There are additional caveats to our inability to detect a fusion signal for EBOV GPcl under any of the conditions tested. For one, the density of NPC1 (or its C-loop) at the surfaces of the target cells employed may not have been high enough, in conjunction with low pH at 37°C, to trigger fusion. Secondly, although we tested adding the LE/Lys-abundant lipid BMP, which is needed for full fusion by Dengue and Uukuniemi viruses, the plasma membrane lipid composition may not support EBOV GPcl-mediated fusion, which is designed to occur in LE/Lys; the plasma membrane and LE/Lys membrane have different lipid compositions. Or, the plasma membrane may contain a lipid or protein factor that is inhibitory to EBOV GPcl-mediated fusion. Another possibility is that an additional LE/Lys membrane protein, for example TPC2, is required. TPC2 is a membrane protein that mediates Ca++ efflux out of LE/Lys; cells lacking TPC2 are strongly impaired for EBOV infection. Perhaps TPC2 is needed to maintain a precise local concentration of Ca++ not mimicked in our experiments. Ca++ could be needed to stabilize the structure of the fusion loop, or for the fusion loop to interact with the LE/Lys lipid bilayer [38–40]. And lastly, another membrane protein in LE/Lys or a specific soluble component present in the lumen of LE/Lys (ion, small molecule, protein) could be required for EBOV GPcl to mediate robust fusion. Indeed, multiple factors could be needed to maintain a precise ionic milieu in the endosomal lumen needed to support EBOV fusion. In this context it is potentially interesting that lipid and ion transporter proteins emerged in a recent Crispr screen for host factors required for EBOV infection.

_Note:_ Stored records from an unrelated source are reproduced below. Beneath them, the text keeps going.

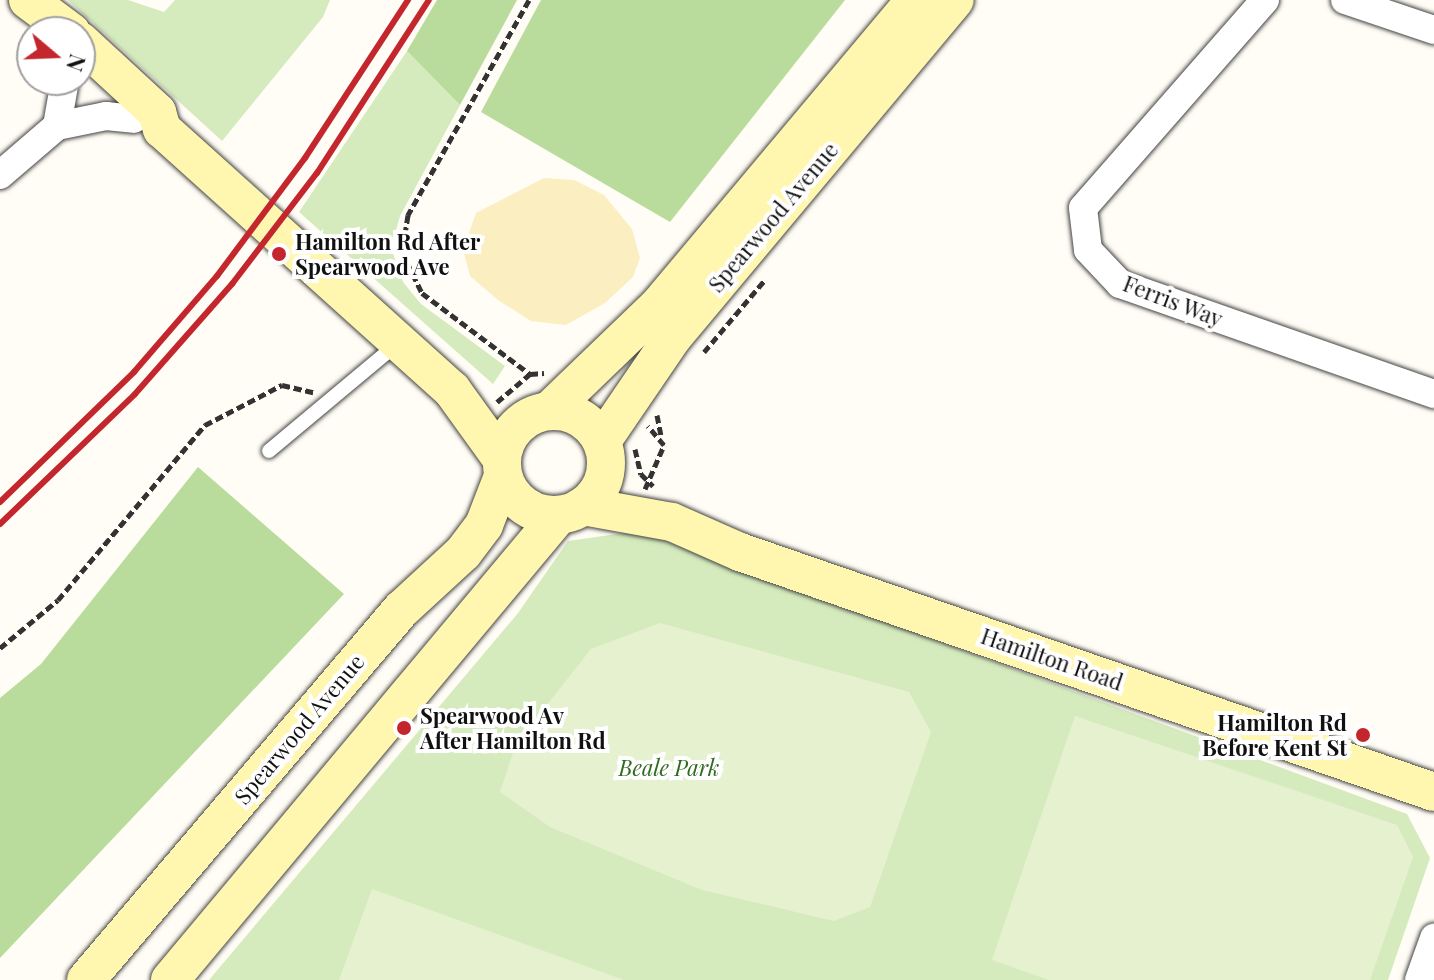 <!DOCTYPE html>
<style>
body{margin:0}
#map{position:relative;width:1434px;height:980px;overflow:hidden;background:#fffdf5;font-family:"Playfair Display",serif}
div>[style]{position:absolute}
.green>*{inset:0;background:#d5ebbd}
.forest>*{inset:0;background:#b9dc9c}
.sand>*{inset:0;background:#fbeec1}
.pitch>*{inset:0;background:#e6f2cf}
.path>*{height:5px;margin-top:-2.5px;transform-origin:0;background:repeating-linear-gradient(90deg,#333 0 8px,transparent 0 12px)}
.roads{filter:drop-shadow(0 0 2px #444) drop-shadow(0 0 2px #444)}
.service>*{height:14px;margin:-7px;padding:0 7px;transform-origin:7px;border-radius:7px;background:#fff}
.minor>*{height:28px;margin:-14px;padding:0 14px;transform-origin:14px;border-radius:14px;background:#fff}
.secondary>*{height:38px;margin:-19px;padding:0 19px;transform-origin:19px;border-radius:19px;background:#fff6b0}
.secondary>.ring{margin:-19px;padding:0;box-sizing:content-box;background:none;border:38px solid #fff6b0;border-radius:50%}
.rail>*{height:6px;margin:-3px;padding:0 3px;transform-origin:3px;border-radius:3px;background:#c4262e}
.dots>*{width:22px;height:22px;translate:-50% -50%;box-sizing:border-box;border:4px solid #fff;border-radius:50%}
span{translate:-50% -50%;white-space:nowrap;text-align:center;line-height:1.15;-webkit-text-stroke:8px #fff;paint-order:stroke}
.street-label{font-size:22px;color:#111}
.poi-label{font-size:22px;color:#111;font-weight:700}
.left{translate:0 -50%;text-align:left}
.right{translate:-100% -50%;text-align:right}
.park-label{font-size:22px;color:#2f6b1f;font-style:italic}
.north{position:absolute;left:16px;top:16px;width:80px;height:80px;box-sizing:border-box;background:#fff;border:2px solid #a0a0a0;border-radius:50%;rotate:109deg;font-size:22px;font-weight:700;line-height:32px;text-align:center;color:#111}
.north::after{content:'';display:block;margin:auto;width:28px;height:36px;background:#c4262e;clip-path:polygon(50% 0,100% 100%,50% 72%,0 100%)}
</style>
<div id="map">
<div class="green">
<i style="clip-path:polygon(68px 0,128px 0,164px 12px,175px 0,330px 0,323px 17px,222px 141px)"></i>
<i style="clip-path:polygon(407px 51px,460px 105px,400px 216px,391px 248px,403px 282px,421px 304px,505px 366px,493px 384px,299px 212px)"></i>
<i style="clip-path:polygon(638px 531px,1407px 814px,1430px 858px,1388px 980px,209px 980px,518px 613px,568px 541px)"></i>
</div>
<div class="forest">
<i style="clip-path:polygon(437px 0,517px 0,460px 105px,407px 51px)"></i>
<i style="clip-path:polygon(541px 0,845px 0,670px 222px,481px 112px)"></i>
<i style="clip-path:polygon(198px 467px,344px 594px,0 958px,0 698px,41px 664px)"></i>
</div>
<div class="sand">
<i style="clip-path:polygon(544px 178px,574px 180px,604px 195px,632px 229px,640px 258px,633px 277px,605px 303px,566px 325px,531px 321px,498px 300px,470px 276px,463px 250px,476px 213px)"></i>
</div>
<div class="pitch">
<i style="clip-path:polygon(660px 623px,909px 692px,931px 732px,870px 907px,834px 921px,702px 890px,550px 827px,500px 792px,516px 744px,591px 649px)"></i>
<i style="clip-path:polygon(1075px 716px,1397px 825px,1413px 857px,1370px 980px,1049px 980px,992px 960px)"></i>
<i style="clip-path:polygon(372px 889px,624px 980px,339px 980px)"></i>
</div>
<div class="path">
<i style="left:529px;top:0;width:247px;rotate:119.4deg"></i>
<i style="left:408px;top:215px;width:37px;rotate:99deg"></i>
<i style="left:402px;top:252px;width:46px;rotate:64deg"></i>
<i style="left:422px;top:293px;width:135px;rotate:36.9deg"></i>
<i style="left:704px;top:352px;width:93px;rotate:-49.8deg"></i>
<i style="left:497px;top:402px;width:43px;rotate:-40.3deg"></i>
<i style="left:530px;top:374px;width:14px;rotate:-4deg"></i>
<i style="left:657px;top:415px;width:20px;rotate:79deg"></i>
<i style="left:635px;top:449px;width:26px;rotate:77deg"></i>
<i style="left:641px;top:474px;width:17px;rotate:45deg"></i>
<i style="left:645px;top:489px;width:48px;rotate:-66.6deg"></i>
<i style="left:664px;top:445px;width:25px;rotate:-130deg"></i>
<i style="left:0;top:648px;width:75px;rotate:-39.6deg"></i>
<i style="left:58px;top:600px;width:229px;rotate:-50deg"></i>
<i style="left:205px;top:425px;width:87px;rotate:-27.5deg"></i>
<i style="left:282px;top:385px;width:32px;rotate:13deg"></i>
</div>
<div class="roads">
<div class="service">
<i style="left:269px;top:451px;width:167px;rotate:-39.9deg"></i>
</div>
<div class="minor">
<i style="left:1265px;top:0;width:276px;rotate:131.2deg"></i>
<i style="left:1083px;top:208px;width:42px;rotate:83.2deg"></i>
<i style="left:1088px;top:250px;width:47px;rotate:46.7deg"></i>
<i style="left:1120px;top:284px;width:333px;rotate:19.3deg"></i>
<i style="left:1345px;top:0;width:94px;rotate:18.6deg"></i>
<i style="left:57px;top:126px;width:47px;rotate:-80.1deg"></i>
<i style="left:0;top:175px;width:75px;rotate:-40.7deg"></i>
<i style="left:57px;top:126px;width:50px;rotate:-11.5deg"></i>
<i style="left:106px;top:116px;width:28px;rotate:6deg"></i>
<i style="left:1419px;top:980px;width:45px;rotate:-70.3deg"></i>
</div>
<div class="secondary">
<i style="left:28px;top:0;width:54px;rotate:36.7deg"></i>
<i style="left:80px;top:41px;width:105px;rotate:42.7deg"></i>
<i style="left:157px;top:112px;width:18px;rotate:74deg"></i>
<i style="left:162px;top:129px;width:390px;rotate:42deg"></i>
<i style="left:452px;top:390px;width:84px;rotate:54.2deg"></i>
<i style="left:550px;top:410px;width:153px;rotate:-43.9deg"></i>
<i style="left:660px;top:304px;width:397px;rotate:-50deg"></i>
<i class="ring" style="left:502px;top:411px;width:66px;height:66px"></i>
<i style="left:602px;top:441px;width:126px;rotate:-55.7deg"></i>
<i style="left:673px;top:337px;width:439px;rotate:-50.1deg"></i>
<i style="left:583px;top:506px;width:90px;rotate:10.2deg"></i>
<i style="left:672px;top:522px;width:74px;rotate:23.8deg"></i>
<i style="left:740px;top:552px;width:734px;rotate:19.08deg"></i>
<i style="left:86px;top:980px;width:487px;rotate:-49.6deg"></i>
<i style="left:402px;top:609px;width:83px;rotate:-42.6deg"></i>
<i style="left:463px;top:553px;width:35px;rotate:-53deg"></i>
<i style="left:484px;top:525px;width:53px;rotate:-68.8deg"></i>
<i style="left:170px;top:980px;width:606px;rotate:-50.09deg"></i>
</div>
</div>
<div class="rail">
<i style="left:0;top:502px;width:187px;rotate:-44.1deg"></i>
<i style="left:134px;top:372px;width:127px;rotate:-49.2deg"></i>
<i style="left:217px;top:276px;width:147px;rotate:-53.3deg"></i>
<i style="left:305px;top:158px;width:189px;rotate:-56.9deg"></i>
<i style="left:0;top:524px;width:187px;rotate:-43.9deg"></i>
<i style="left:135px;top:394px;width:147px;rotate:-48.6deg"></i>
<i style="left:232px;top:284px;width:140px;rotate:-52.6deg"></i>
<i style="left:317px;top:173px;width:206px;rotate:-57.1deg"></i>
</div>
<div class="dots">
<i style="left:279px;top:254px;background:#c4262e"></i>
<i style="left:404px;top:728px;background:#c4262e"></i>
<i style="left:1363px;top:735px;background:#c4262e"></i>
</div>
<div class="street-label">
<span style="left:773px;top:217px;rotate:-50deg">Spearwood Avenue</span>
<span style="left:1173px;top:301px;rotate:21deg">Ferris Way</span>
<span style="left:1052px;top:659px;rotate:19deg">Hamilton Road</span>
<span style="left:299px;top:729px;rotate:-50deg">Spearwood Avenue</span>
</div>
<div class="poi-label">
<span class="left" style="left:295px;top:254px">Hamilton Rd After<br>Spearwood Ave</span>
<span class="left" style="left:420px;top:728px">Spearwood Av<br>After Hamilton Rd</span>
<span class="right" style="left:1347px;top:735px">Hamilton Rd<br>Before Kent St</span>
</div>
<div class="park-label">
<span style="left:669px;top:768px">Beale Park</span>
</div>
<div class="north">N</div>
</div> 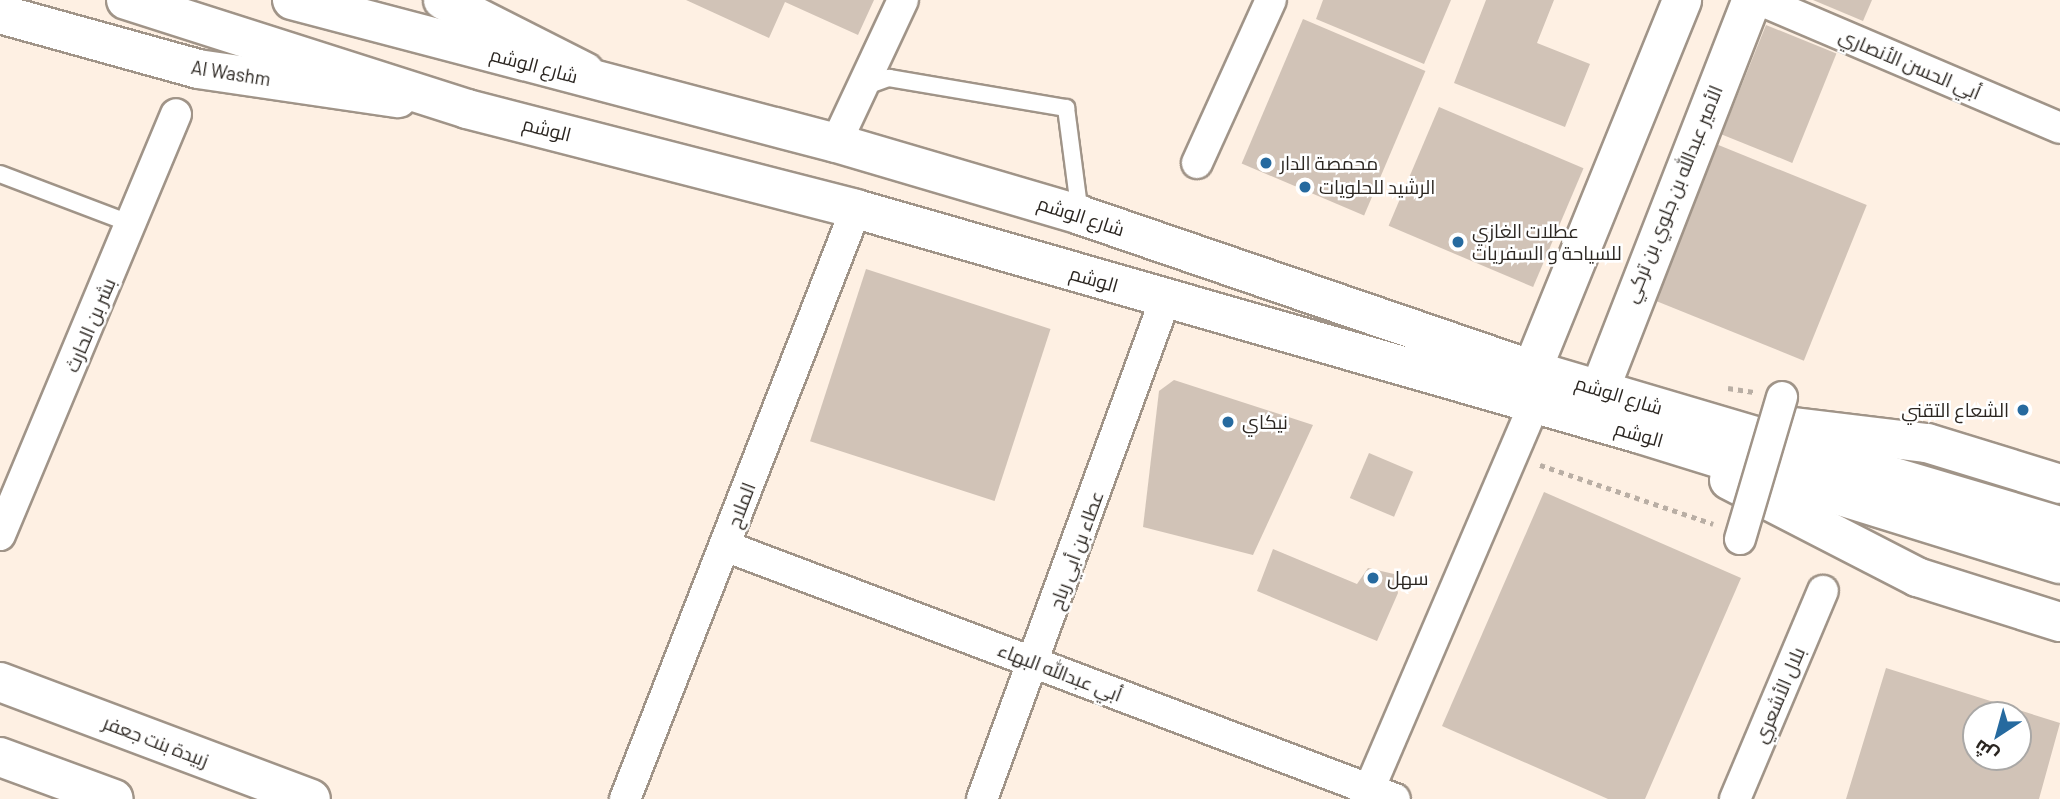 <!DOCTYPE html>
<meta charset="utf-8">
<style>
body{margin:0}
#map{position:relative;width:2060px;height:799px;overflow:hidden;background:#fef0e3;font-family:Barlow,Cairo,sans-serif}
div>[style]{position:absolute}
.building>*{inset:0;background:#d1c3b7;transform-origin:0 0}
.path>*{height:4.5px;margin-top:-2.25px;transform-origin:0;background:repeating-linear-gradient(90deg,#b9aea4 0 5px,transparent 0 10px)}
.roads{filter:drop-shadow(2px 0 #a09488) drop-shadow(-2px 0 #a09488) drop-shadow(0 2px #a09488) drop-shadow(0 -2px #a09488)}
.service>*{height:16px;margin:-8px;padding:0 8px;transform-origin:8px;border-radius:8px;background:#fff}
.minor>*{height:30px;margin:-15px;padding:0 15px;transform-origin:15px;border-radius:15px;background:#fff}
.tertiary>*{height:38px;margin:-19px;padding:0 19px;transform-origin:19px;border-radius:19px;background:#fff}
.primary>*{height:38px;margin:-19px;padding:0 19px;transform-origin:19px;border-radius:19px;background:#fff}
.bridges{filter:drop-shadow(2px 0 #a09488) drop-shadow(-2px 0 #a09488) drop-shadow(0 2px #a09488) drop-shadow(0 -2px #a09488)}
.minor-bridge>*{height:30px;margin:-15px;padding:0 15px;transform-origin:15px;border-radius:15px;background:#fff}
.dots>*{width:19px;height:19px;translate:-50% -50%;box-sizing:border-box;border:4px solid #fff;border-radius:50%}
span{translate:-50% -50%;white-space:nowrap;text-align:center;line-height:1.15;-webkit-text-stroke:5px #fff;paint-order:stroke}
.street-label{font-size:19px;color:#2b2621}
.poi-label{font-size:19px;color:#2b2621}
.left{translate:0 -50%;text-align:left}
.right{translate:-100% -50%;text-align:right}
.north{position:absolute;left:1962px;top:701px;width:70px;height:70px;box-sizing:border-box;background:#fff;border:2px solid #aaa8a6;border-radius:50%;rotate:216deg;font-size:19px;font-weight:700;line-height:28px;text-align:center;color:#2b2621}
.north::after{content:'';display:block;margin:auto;width:24px;height:32px;background:#266a9f;clip-path:polygon(50% 0,100% 100%,50% 72%,0 100%)}
</style>
<div id="map">
<div class="building">
<i style="clip-path:polygon(686px 0,874px 0,858px 35px,785px 2px,769px 38px)"></i>
<i style="clip-path:polygon(1323px 0,1451px 0,1424px 64px,1316px 19px)"></i>
<i style="clip-path:polygon(1486px 0,1554px 0,1537px 43px,1590px 64px,1565px 127px,1454px 83px)"></i>
<i style="clip-path:polygon(1813px 0,1872px 0,1863px 21px)"></i>
<i style="left:1303px;top:19px;width:133px;height:157px;rotate:23deg"></i>
<i style="left:1766px;top:25px;width:76px;height:118px;rotate:22deg"></i>
<i style="left:1439px;top:107px;width:157px;height:129px;rotate:23deg"></i>
<i style="left:1711px;top:142px;width:168px;height:168px;rotate:22deg"></i>
<i style="left:866px;top:269px;width:194px;height:181px;rotate:18deg"></i>
<i style="clip-path:polygon(1174px 380px,1313px 425px,1253px 555px,1143px 527px,1159px 391px)"></i>
<i style="left:1369px;top:453px;width:48px;height:49px;rotate:23deg"></i>
<i style="clip-path:polygon(1544px 492px,1741px 578px,1645px 799px,1608px 799px,1442px 726px)"></i>
<i style="clip-path:polygon(1273px 549px,1357px 584px,1368px 568px,1394px 574px,1398px 593px,1377px 641px,1257px 591px)"></i>
<i style="clip-path:polygon(evenodd,1886px 668px,2060px 723px,2039px 799px,1846px 799px,1886px 668px,1976px 715px,2018px 715px,2018px 757px,1976px 757px,1976px 715px)"></i>
</div>
<div class="path">
<i style="left:1728px;top:388px;width:26px;rotate:9deg"></i>
<i style="left:1540px;top:465px;width:183px;rotate:18.8deg"></i>
</div>
<div class="roads">
<div class="service">
<i style="left:861px;top:88px;width:30px;rotate:-20deg"></i>
<i style="left:889px;top:78px;width:180px;rotate:9.6deg"></i>
<i style="left:1066px;top:108px;width:108px;rotate:82.5deg"></i>
<i style="left:0;top:174px;width:143px;rotate:20.8deg"></i>
</div>
<div class="minor">
<i style="left:1760px;top:0;width:326px;rotate:23.1deg"></i>
<i style="left:836px;top:143px;width:158px;rotate:-64.9deg"></i>
<i style="left:1197px;top:163px;width:179px;rotate:-65.6deg"></i>
<i style="left:0;top:535px;width:456px;rotate:-67.3deg"></i>
<i style="left:725px;top:546px;width:716px;rotate:20.69deg"></i>
<i style="left:625px;top:799px;width:634px;rotate:-68.62deg"></i>
<i style="left:982px;top:799px;width:531px;rotate:-69.86deg"></i>
<i style="left:1365px;top:799px;width:430px;rotate:-66.8deg"></i>
<i style="left:1735px;top:799px;width:226px;rotate:-67.1deg"></i>
</div>
<div class="tertiary">
<i style="left:443px;top:0;width:159px;rotate:26.9deg"></i>
<i style="left:0;top:14px;width:205px;rotate:15.5deg"></i>
<i style="left:198px;top:69px;width:202px;rotate:8.3deg"></i>
<i style="left:1532px;top:370px;width:399px;rotate:-67.9deg"></i>
<i style="left:1600px;top:389px;width:418px;rotate:-68.7deg"></i>
<i style="left:0;top:682px;width:332px;rotate:20.6deg"></i>
<i style="left:0;top:757px;width:121px;rotate:20.2deg"></i>
</div>
<div class="primary">
<i style="left:126px;top:0;width:358px;rotate:17.7deg"></i>
<i style="left:467px;top:109px;width:402px;rotate:14.4deg"></i>
<i style="left:856px;top:209px;width:816px;rotate:16.01deg"></i>
<i style="left:1640px;top:434px;width:440px;rotate:17.2deg"></i>
<i style="left:292px;top:0;width:562px;rotate:14.73deg"></i>
<i style="left:836px;top:143px;width:254px;rotate:16.4deg"></i>
<i style="left:1080px;top:215px;width:478px;rotate:18.9deg"></i>
<i style="left:1532px;top:370px;width:551px;rotate:16.46deg"></i>
<i style="left:1786px;top:426px;width:142px;rotate:6.9deg"></i>
<i style="left:1927px;top:443px;width:139px;rotate:17.1deg"></i>
<i style="left:1729px;top:480px;width:212px;rotate:27.3deg"></i>
<i style="left:1917px;top:577px;width:150px;rotate:17.5deg"></i>
</div>
</div>
<div class="bridges">
<div class="minor-bridge">
<i style="left:1740px;top:539px;width:148px;rotate:-73.5deg"></i>
</div>
</div>
<div class="dots">
<i style="left:1266px;top:163px;background:#266a9f"></i>
<i style="left:1305px;top:187px;background:#266a9f"></i>
<i style="left:1458px;top:242px;background:#266a9f"></i>
<i style="left:2023px;top:410px;background:#266a9f"></i>
<i style="left:1228px;top:422px;background:#266a9f"></i>
<i style="left:1373px;top:578px;background:#266a9f"></i>
</div>
<div class="street-label">
<span style="left:1910px;top:64px;rotate:23deg">أبي الحسن الأنصاري</span>
<span style="left:534px;top:65px;rotate:15deg">شارع الوشم</span>
<span style="left:231px;top:73px;rotate:9deg">Al Washm</span>
<span style="left:547px;top:129px;rotate:14deg">الوشم</span>
<span style="left:1673px;top:194px;rotate:-68deg">الأمير عبدالله بن جلوي بن تركي</span>
<span style="left:1081px;top:216px;rotate:18deg">شارع الوشم</span>
<span style="left:1094px;top:279px;rotate:16deg">الوشم</span>
<span style="left:90px;top:325px;rotate:-67deg">بشر بن الحارث</span>
<span style="left:1619px;top:395px;rotate:17deg">شارع الوشم</span>
<span style="left:1639px;top:434px;rotate:16deg">الوشم</span>
<span style="left:741px;top:505px;rotate:-69deg">الملاح</span>
<span style="left:1076px;top:550px;rotate:-70deg">عطاء بن أبي رباح</span>
<span style="left:1060px;top:672px;rotate:21deg">أبي عبدالله البهاء</span>
<span style="left:1779px;top:695px;rotate:-67deg">بلال الأشعري</span>
<span style="left:156px;top:741px;rotate:21deg">زبيدة بنت جعفر</span>
</div>
<div class="poi-label">
<span class="left" style="left:1280px;top:163px">محمصة الدار</span>
<span class="left" style="left:1319px;top:187px">الرشيد للحلويات</span>
<span class="left" style="left:1472px;top:242px">عطلات الغازي<br>للسياحة و السفريات</span>
<span class="right" style="left:2009px;top:410px">الشعاع التقني</span>
<span class="left" style="left:1242px;top:422px">نيكاي</span>
<span class="left" style="left:1387px;top:578px">سهل</span>
</div>
<div class="north">ش</div>
</div>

In conclusion, our study highlights the complexity of the EBOV fusion mechanism and adds support to the proposal that additional cues are necessary (after cleavage of GP to GPcl, binding to NPC1 and exposure to low pH) for EBOV to open, expand and sustain a robust fusion pore. Future studies are aimed at identifying the putative missing factor(s) and testing other filoviral GPs that may be more prone to fusion, as suggested in a recent report by Ruedas et al.